NEC XON is one of just a few African organisations capable of maximising customer benefits from F5 Networks solutions since it recently gained rare certifications, which has improved opportunities for African organisations to adopt secure and optimised multi-cloud architectures.

F5 Networks solutions provide security services for public, private and hybrid cloud, as well as traditional on-premise architectures, traffic management, automation and orchestration, provided via several architectures.

NEC XON, a Gold Sponsor at the F5 Networks Forum at the Maslow on April 30, will demonstrate several use cases at the event. These will include migrating from HA Proxy to F5 LTM in the banking sector, upgrading legacy F5 applications, ASM and GSM as well as migrating from LVM to F5 LTM in the financial services sector, migrating DevOps to the public cloud in the media sector, and implementing LTM in the banking sector during their break-away session.

The company’s enhanced capabilities bolster several years of experience in migrating customers to the cloud on its own public cloud platform, Wingu.

“Multi-cloud gives organisations opportunities to avoid being locked in by vendors and any one cloud service provider. It helps reduce costs, improves performance, and there are numerous security benefits, such as distributed denial of service (DDoS) mitigation, better reliability, disaster recovery (DR) advantages, and more,” says Mark Harris, chief marketing officer at NEC XON. “The recent availability of Microsoft’s Azure and Amazon’s AWS clouds, among others, signal that this trend is in high demand in South Africa and across the continent.”

He says a majority of South African businesses initially seek to migrate elements of their IT infrastructure and operations to the cloud. A popular choice is disaster recovery (DR).

“Ensuring that your architecture capitalises on the unique benefits F5 offers in securing these cloud environments, particularly in multi-cloud and hybrid environments, can make an enormous difference to the returns, efficiencies, and benefits businesses derive,” says Harris. “Enterprises face the same security and compliance issues in the cloud as in traditional data centres. Public cloud typically guarantees the security of the infrastructure, but application owners take responsibility for securing their applications and data.

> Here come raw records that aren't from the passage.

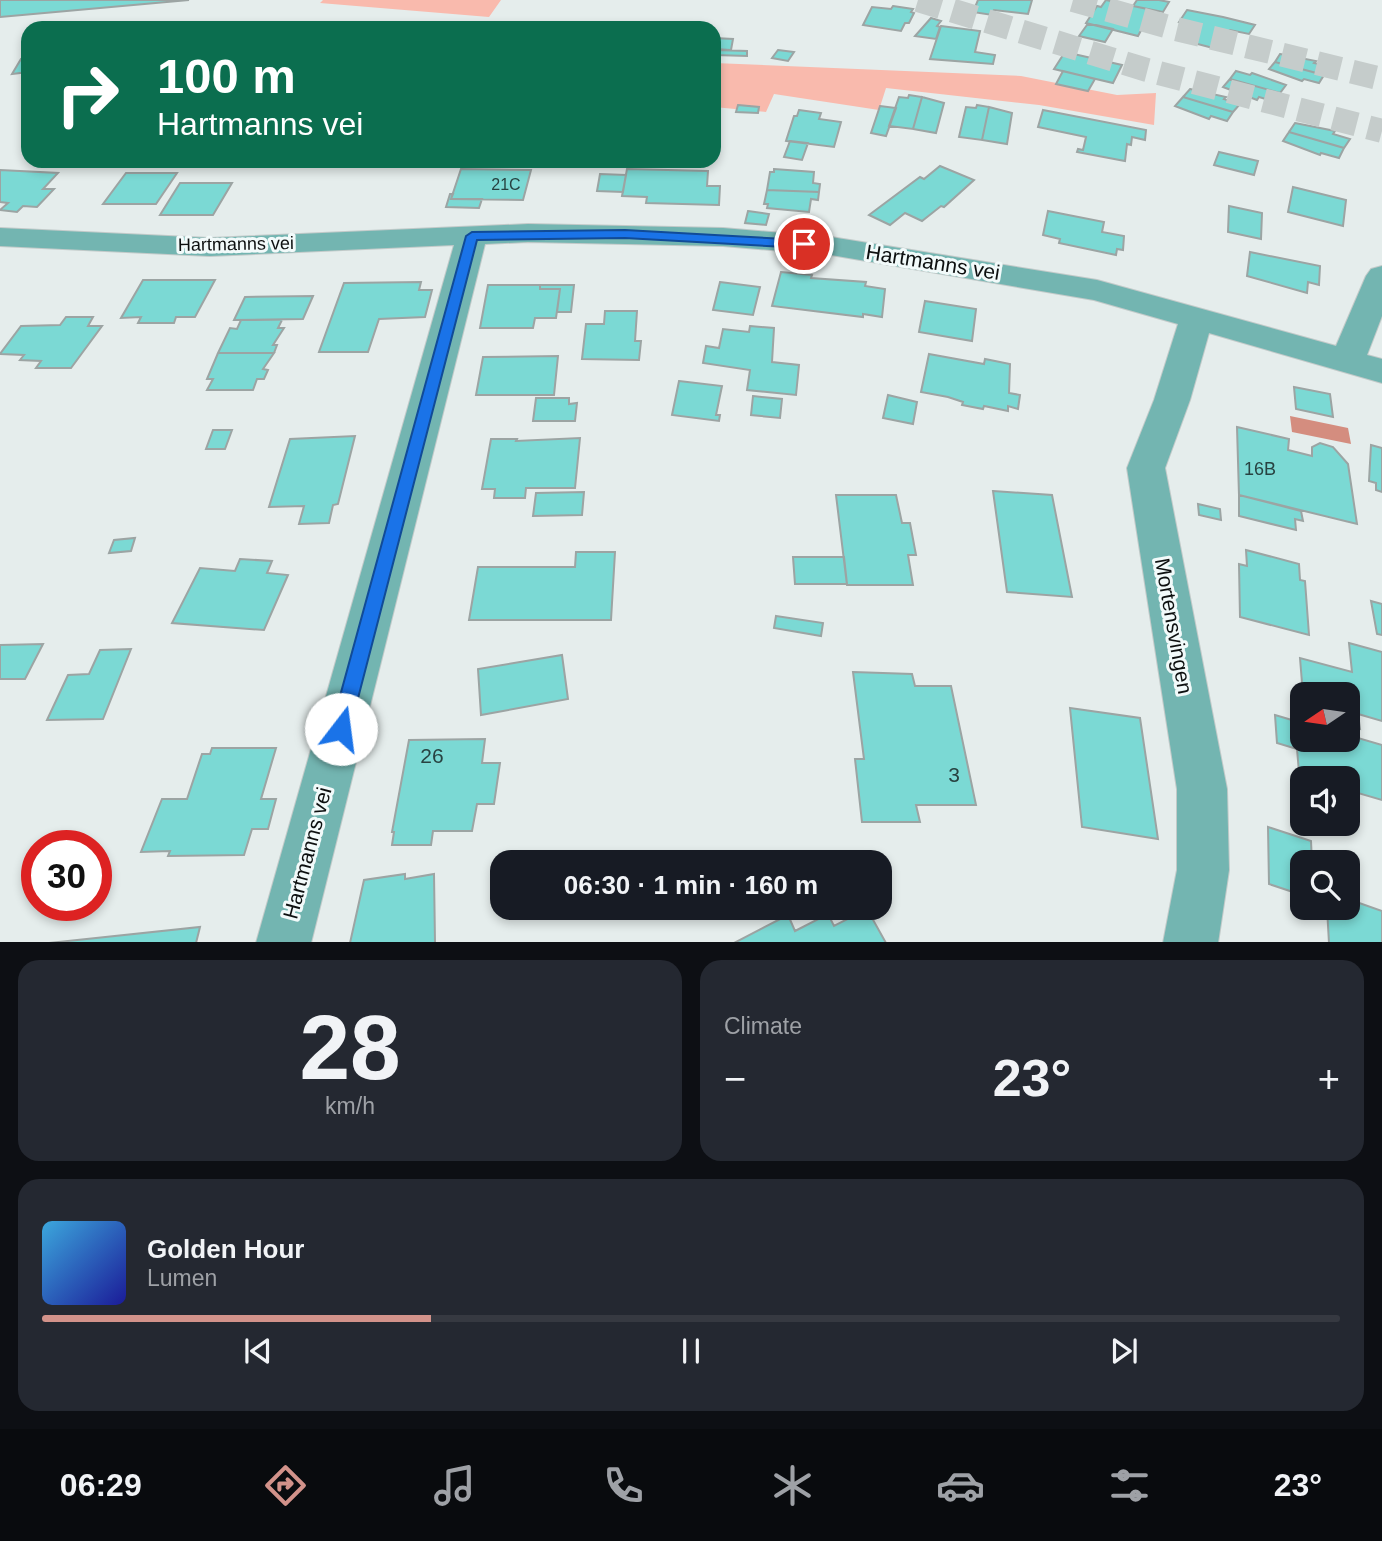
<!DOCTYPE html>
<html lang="en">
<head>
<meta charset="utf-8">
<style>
	body { margin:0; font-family:Arial,sans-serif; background:#242831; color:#f1f3f6; height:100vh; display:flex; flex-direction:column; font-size:26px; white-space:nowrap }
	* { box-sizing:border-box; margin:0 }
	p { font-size:23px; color:#9ea1a6 }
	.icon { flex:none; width:38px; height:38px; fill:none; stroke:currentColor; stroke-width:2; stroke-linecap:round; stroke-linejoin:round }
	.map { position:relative; height:942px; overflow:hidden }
	.drawer { display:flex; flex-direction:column; gap:18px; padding:18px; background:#0d0f14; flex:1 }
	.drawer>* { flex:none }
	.hud { position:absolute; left:21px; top:21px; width:700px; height:147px; border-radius:21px; box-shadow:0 4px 10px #0003; background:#0b6e4f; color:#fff; overflow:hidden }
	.needle { width:46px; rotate:257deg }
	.tools { position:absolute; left:1290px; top:682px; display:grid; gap:14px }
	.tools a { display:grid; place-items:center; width:70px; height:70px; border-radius:14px; background:#171b24; box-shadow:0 4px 10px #0003; font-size:35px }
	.speed { position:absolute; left:21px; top:830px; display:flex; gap:14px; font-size:35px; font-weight:700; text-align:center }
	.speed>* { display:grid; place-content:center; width:91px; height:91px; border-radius:50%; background:#171b24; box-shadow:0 4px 10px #0003; line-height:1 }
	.speed .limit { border:10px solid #d22; background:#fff; color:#111 }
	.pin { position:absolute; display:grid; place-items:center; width:60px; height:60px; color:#fff; margin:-30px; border:4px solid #fff; border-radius:50%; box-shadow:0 2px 7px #0007 }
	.me { position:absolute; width:77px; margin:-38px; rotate:15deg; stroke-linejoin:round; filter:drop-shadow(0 0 5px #0008) }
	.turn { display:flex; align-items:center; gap:24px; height:147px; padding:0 21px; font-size:32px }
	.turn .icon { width:91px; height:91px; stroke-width:2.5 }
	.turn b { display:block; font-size:49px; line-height:60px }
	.big { font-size:52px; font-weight:700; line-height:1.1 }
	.drawer .widget { flex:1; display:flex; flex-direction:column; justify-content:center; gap:10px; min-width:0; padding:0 24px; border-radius:21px; background:#242831 }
	.drawer .dial { align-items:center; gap:0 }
	.dial b { font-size:91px; line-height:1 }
	.song { display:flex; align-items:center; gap:21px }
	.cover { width:84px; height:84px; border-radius:10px; background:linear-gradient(135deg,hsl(200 70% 55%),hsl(240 70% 35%)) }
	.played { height:7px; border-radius:4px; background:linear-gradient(90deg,#d2928a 30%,#363941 30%) }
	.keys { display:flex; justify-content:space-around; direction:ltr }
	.heat { display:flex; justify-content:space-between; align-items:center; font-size:38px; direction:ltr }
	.drawer .tiles { flex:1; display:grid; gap:18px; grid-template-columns:1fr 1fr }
	.widget:last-child { grid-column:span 2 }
	.trip { position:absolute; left:490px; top:850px; width:402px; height:70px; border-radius:21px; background:#171b24; box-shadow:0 4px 10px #0003; font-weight:700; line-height:70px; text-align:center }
	.dock { display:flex; height:112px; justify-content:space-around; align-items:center; background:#090b0e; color:#9ea1a6 }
	.dock .icon { width:49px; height:49px }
	.dock .current { color:#d2928a }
	.dock b { font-size:32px; color:#f1f3f6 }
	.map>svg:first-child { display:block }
	.green { fill:#f9baad }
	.water { fill:#d48d7f }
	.building { fill:#7bd9d4; stroke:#9ca4a3; stroke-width:2 }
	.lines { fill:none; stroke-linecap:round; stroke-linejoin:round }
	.highway-tunnel { stroke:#c5cccb; stroke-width:24; stroke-dasharray:24 12; stroke-linecap:butt }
	.minor-casing { stroke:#c2cac9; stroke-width:2 }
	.path { stroke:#9ba1a0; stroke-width:3.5; stroke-dasharray:2 4.5; stroke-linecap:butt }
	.minor { fill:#73b5b1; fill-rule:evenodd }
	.route { fill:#1a73e8; stroke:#114b97; stroke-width:2 }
	.labels { text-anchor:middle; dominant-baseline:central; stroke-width:6; stroke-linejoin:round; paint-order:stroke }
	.far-number-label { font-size:16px; fill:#284241 }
	.far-street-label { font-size:18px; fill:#0d1010; stroke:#f2fafa }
	.number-label { font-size:18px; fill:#284241 }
	.street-label { font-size:21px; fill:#0d1010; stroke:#f2fafa }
	.near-number-label { font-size:21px; fill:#284241 }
</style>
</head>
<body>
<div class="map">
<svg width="1382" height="943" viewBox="0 0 1382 943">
	<rect width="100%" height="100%" fill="#e5edec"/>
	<path class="green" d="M 323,0 L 501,0 L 489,17 L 320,3 Z
		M 714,63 L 1021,76 L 1117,95 L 1156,93 L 1154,125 L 1039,105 L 886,88 L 879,110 L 774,94 L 766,112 L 714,107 Z"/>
	<path class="water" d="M 1290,416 L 1348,428 L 1351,444 L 1292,432 Z"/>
	<path class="building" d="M 0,0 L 189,0 L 0,17 Z
		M 978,0 L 1032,0 L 1028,14 L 994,10 L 992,15 L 973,12 Z
		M 1106,0 L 1133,6 L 1157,11 L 1150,24 L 1145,23 L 1138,36 L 1086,23 L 1097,6 L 1101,7 Z
		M 1137,0 L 1159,0 L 1169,2 L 1163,12 L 1133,6 Z
		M 893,6 L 913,9 L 911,12 L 914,13 L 909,23 L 905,23 L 901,31 L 863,25 L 872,7 L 891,9 Z
		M 1187,10 L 1223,17 L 1255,25 L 1249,34 L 1230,30 L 1227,34 L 1233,36 L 1226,45 L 1221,44 L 1217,49 L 1186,41 L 1197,26 L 1179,22 Z
		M 931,18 L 941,21 L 937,26 L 940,27 L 936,39 L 915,36 Z
		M 576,23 L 626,26 L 625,28 L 574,28 Z
		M 1087,25 L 1096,25 L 1113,29 L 1105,42 L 1079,36 Z
		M 941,26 L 980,31 L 975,52 L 995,55 L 993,64 L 930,59 Z
		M 714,38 L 733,39 L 731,50 L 714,49 Z
		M 715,50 L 747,51 L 747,56 L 715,55 Z
		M 778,50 L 794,52 L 788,61 L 772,58 Z
		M 1065,52 L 1122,65 L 1113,83 L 1054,69 Z
		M 1280,54 L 1316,61 L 1314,63 L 1330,67 L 1324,75 L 1275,62 Z
		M 28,58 L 28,72 L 12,74 L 21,59 Z
		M 1275,62 L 1324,75 L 1319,83 L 1304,79 L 1302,81 L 1269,69 Z
		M 1063,71 L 1095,79 L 1088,91 L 1056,84 Z
		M 1236,71 L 1250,75 L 1252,73 L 1286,85 L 1280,93 L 1230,79 Z
		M 1230,79 L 1280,93 L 1275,102 L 1259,97 L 1257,100 L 1223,87 Z
		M 1190,89 L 1226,97 L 1224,99 L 1240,104 L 1233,112 L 1183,97 Z
		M 909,95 L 922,97 L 913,129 L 889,126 L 899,97 L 908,98 Z
		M 922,97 L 944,103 L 936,133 L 913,129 Z
		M 1183,97 L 1233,112 L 1227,121 L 1211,116 L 1209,119 L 1175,106 Z
		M 738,105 L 759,107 L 758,113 L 736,112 Z
		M 977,105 L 989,107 L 982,140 L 959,137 L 966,107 L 976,108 Z
		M 880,106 L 896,108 L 886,136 L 871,133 Z
		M 989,107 L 1012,113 L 1007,144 L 982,140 Z
		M 799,110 L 821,113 L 819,119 L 841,122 L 834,147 L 786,141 L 794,116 L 797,116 Z
		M 1043,110 L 1146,130 L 1145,140 L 1132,137 L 1131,145 L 1127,144 L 1125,161 L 1077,152 L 1078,149 L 1083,150 L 1086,137 L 1038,127 Z
		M 1295,123 L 1335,131 L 1333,134 L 1350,139 L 1344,148 L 1289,132 Z
		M 1289,132 L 1344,148 L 1339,158 L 1321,153 L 1320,155 L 1283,141 Z
		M 790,141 L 808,143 L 802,160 L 784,157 Z
		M 1219,152 L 1258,161 L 1254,175 L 1214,165 Z
		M 940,166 L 974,180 L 944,207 L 941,206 L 922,221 L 905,213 L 890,225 L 869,215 L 920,177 L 924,179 Z
		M 461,169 L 531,170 L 523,200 L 451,199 Z
		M 627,169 L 708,171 L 707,186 L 720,186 L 719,205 L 646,203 L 647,197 L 622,196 Z
		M 774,169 L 814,172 L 813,183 L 820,184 L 819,192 L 767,190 L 770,172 L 774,172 Z
		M 0,170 L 58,173 L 43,189 L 54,189 L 37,207 L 23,206 L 17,212 L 0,210 L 8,203 L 0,202 Z
		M 126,173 L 177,173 L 156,204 L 103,204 Z
		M 600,174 L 626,175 L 623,192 L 597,191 Z
		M 180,183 L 232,183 L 213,215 L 160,215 Z
		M 1293,187 L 1346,200 L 1343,226 L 1288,212 Z
		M 767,190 L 819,192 L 818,200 L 811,199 L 809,212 L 767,208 L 768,204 L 764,204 Z
		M 450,194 L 453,194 L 451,199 L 482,199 L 479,208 L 446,207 Z
		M 1229,206 L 1262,213 L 1261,239 L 1228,232 Z
		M 748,211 L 769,214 L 766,225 L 745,223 Z
		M 1048,211 L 1104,222 L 1102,232 L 1124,236 L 1123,250 L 1117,249 L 1116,255 L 1059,243 L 1060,239 L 1043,235 Z
		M 1250,252 L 1320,266 L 1319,285 L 1308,282 L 1307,293 L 1247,276 Z
		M 781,272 L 812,275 L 811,278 L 866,282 L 865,286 L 885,289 L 882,317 L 863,314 L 863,317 L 772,306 Z
		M 143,280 L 215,280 L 195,317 L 176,317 L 174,323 L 138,323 L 141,317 L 121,318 Z
		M 421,282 L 419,290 L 432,290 L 425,317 L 379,319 L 368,352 L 319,352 L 344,283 Z
		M 720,282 L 760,287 L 753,315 L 713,310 Z
		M 488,285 L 540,285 L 540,289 L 560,289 L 556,318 L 535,318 L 533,328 L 480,328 Z
		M 540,285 L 574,285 L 571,312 L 557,312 L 560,289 L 540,289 Z
		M 313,296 L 303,319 L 234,320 L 245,297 Z
		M 925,301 L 976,309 L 972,341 L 919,332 Z
		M 605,311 L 637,311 L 635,341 L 641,341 L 639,360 L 582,359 L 586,324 L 604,324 Z
		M 66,317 L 93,317 L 88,326 L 102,326 L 71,368 L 36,368 L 41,361 L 20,360 L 24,355 L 0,354 L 21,326 L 60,325 Z
		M 241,320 L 282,320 L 278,328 L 284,328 L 273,345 L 277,345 L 274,353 L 218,353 L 230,328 L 237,329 Z
		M 750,326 L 774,328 L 772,362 L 799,365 L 796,395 L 747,390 L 750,370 L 703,363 L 706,346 L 719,348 L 723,329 L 749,332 Z
		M 218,353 L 274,353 L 263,369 L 268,370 L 264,379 L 257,379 L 253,390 L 207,390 L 213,379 L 207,379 Z
		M 929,354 L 984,364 L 985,359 L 1010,364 L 1009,393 L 1020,395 L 1018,409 L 1008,406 L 1008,411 L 984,406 L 983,409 L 962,405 L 963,402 L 948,397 L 921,392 Z
		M 558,356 L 554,395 L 476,395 L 483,357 Z
		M 679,381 L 722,386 L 716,415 L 720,415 L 719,421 L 672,415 Z
		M 1294,387 L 1330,394 L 1333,417 L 1296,409 Z
		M 888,395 L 917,402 L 913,424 L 883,418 Z
		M 753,396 L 782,399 L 780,418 L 751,415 Z
		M 536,398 L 569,398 L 569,404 L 577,403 L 575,421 L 533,421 Z
		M 1237,427 L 1289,439 L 1288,450 L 1312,456 L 1312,447 L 1320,443 L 1333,447 L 1348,464 L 1357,524 L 1239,495 Z
		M 213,430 L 232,430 L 225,449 L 206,449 Z
		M 355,436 L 338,504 L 333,505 L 329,523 L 299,524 L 304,506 L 269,507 L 290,439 Z
		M 580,438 L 575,488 L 526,488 L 525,498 L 494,498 L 495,489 L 482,489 L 491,439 L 517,439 L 516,441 Z
		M 1371,445 L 1382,448 L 1382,492 L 1376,490 L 1376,483 L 1369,481 Z
		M 993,491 L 1052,495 L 1072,597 L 1007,592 Z
		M 584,492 L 582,515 L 533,516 L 536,493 Z
		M 836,495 L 896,495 L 902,523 L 910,523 L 916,555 L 908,555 L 913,585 L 847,585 Z
		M 1239,495 L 1301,511 L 1303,521 L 1295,519 L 1296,530 L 1239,516 Z
		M 1198,504 L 1220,509 L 1221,520 L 1199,515 Z
		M 135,538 L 131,551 L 109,553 L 114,540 Z
		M 1246,550 L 1299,564 L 1300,580 L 1305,581 L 1309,635 L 1240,617 L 1239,564 L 1247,566 Z
		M 576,552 L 615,552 L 611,620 L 469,620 L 478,567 L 575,567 Z
		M 793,557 L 844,557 L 847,584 L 795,584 Z
		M 240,559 L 272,561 L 267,573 L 288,575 L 264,630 L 172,623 L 200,568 L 235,571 Z
		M 1371,601 L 1382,604 L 1382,635 L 1377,634 Z
		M 776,616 L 823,623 L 821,636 L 774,628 Z
		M 1349,643 L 1382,652 L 1382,721 L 1358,714 L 1360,729 L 1348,726 L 1348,695 L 1303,695 L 1300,658 L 1352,672 Z
		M 43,644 L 25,679 L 0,679 L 0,645 Z
		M 131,649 L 103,719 L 47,720 L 68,675 L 89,674 L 100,650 Z
		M 562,655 L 568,699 L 481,715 L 478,669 Z
		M 853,672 L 912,674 L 915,686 L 951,686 L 976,805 L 916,805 L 920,822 L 862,822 L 855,759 L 864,759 Z
		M 1070,708 L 1140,718 L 1158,839 L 1082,827 Z
		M 1275,715 L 1302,723 L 1302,740 L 1348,740 L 1348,735 L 1382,745 L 1382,800 L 1348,790 L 1348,798 L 1348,779 L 1302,779 L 1302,785 L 1300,784 L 1297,749 L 1277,743 Z
		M 485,739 L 482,763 L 500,763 L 494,804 L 477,804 L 472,831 L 433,831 L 431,845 L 392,845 L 394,832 L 392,832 L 409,740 Z
		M 212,748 L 276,748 L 261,799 L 276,799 L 268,829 L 252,829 L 244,855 L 168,856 L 170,851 L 141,852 L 162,799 L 187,799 L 202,754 L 210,754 Z
		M 1268,827 L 1311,841 L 1312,863 L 1302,863 L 1302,895 L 1269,884 Z
		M 405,874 L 405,879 L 434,874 L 435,943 L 350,943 L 364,880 Z
		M 1348,899 L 1382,911 L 1382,943 L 1329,943 L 1327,908 L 1348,908 Z
		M 867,909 L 886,943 L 734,943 L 788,915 L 795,931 L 828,914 L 834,926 Z
		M 200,927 L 196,943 L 49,943 Z"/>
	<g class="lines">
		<path class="highway-tunnel" d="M 918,0 L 1147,70 L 1382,131
			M 1073,0 L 1176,29 L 1382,79"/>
		<g class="minor-casing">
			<path id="minor" d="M 528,224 L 723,228 L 831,237 L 1097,280 L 1336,346 L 1366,276 L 1371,269 L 1382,266 L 1382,316 L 1367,355 L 1382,359 L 1382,383 L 1209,333 L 1190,400 L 1165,468 L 1227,789 L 1229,870 L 1218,943 L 1163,943 L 1177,870 L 1177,789 L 1127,468 L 1154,400 L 1178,324 L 1094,300 L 831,255 L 723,246 L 528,242 L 485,244 L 311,943 L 256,943 L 454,245 L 210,256 L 0,246 L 0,228 L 210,238 Z"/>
		</g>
		<path class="path" d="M 129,161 L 127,165 L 143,166"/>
		<use href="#minor" class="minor"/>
	</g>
	<path class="route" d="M 625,230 L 804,240 L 811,244 L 804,248 L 625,238 L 477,240 L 350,729 L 348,735 L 341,738 L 334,735 L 331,729 L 466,236 L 472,232 Z"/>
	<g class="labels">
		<g class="far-number-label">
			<text x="506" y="184">21C</text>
		</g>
		<g class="far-street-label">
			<text transform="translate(236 244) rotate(-1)">Hartmanns vei</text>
		</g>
		<g class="number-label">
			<text x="1260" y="469">16B</text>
		</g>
		<g class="street-label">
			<text transform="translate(933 262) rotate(9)">Hartmanns vei</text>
			<text transform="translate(1174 626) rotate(80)">Mortensvingen</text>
			<text transform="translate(307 853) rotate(-75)">Hartmanns vei</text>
		</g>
		<g class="near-number-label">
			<text x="432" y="755">26</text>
			<text x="954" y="774">3</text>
		</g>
	</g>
</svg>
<div class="tools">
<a><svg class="needle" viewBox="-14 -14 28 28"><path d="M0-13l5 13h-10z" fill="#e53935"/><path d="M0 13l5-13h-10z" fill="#9ea1a6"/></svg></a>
<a><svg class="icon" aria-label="sound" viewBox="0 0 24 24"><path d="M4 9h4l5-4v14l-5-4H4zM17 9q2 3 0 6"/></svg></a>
<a><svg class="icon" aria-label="search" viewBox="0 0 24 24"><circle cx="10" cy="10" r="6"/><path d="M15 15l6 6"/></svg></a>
</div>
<div class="speed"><div class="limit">30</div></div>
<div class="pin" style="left:804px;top:244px;background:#d93025"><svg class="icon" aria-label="arrive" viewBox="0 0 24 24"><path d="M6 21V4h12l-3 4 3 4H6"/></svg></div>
<svg class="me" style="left:341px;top:729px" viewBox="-20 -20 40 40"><circle r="19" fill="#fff"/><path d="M0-13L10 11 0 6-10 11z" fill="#1a73e8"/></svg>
<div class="trip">06:30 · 1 min · 160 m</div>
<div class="hud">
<div class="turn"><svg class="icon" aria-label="right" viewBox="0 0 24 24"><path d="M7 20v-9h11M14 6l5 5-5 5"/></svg><div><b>100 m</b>Hartmanns vei</div></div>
</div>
</div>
<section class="drawer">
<div class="tiles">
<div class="widget dial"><b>28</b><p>km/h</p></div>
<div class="widget"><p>Climate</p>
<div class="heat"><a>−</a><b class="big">23°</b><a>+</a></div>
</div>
<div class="widget">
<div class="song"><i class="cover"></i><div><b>Golden Hour</b><p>Lumen</p></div></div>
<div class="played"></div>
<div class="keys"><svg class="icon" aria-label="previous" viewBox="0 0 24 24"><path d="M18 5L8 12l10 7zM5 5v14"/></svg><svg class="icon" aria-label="pause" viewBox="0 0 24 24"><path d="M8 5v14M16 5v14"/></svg><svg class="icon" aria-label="next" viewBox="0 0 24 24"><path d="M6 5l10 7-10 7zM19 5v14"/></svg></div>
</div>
</div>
</section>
<nav class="dock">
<b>06:29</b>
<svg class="icon current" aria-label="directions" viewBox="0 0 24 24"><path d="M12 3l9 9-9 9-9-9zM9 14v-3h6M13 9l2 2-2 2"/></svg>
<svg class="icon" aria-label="music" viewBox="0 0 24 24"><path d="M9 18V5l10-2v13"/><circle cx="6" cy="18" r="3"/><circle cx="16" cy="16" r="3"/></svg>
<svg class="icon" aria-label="phone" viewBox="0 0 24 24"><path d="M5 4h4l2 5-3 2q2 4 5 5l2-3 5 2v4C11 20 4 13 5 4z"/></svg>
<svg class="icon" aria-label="climate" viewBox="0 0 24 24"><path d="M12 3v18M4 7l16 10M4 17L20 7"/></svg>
<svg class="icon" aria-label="car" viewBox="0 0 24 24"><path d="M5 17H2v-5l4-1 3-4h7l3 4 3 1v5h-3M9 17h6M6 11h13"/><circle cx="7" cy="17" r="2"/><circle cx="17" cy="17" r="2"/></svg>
<svg class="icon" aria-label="filters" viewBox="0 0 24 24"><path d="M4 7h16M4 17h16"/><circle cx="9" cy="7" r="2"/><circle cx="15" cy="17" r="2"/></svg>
<b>23°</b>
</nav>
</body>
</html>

“Consistent security for applications among multiple cloud environments, or in hybrid environments, is still a challenge for nearly half of all organisations,” he says. “F5 surveyed nearly 2 000 organisations worldwide in 2018 and 87% of them already have application-first multi-cloud architectures. Businesses in South Africa and Africa are quickly catching up with that scenario so these types of challenges are set to become more pronounced.”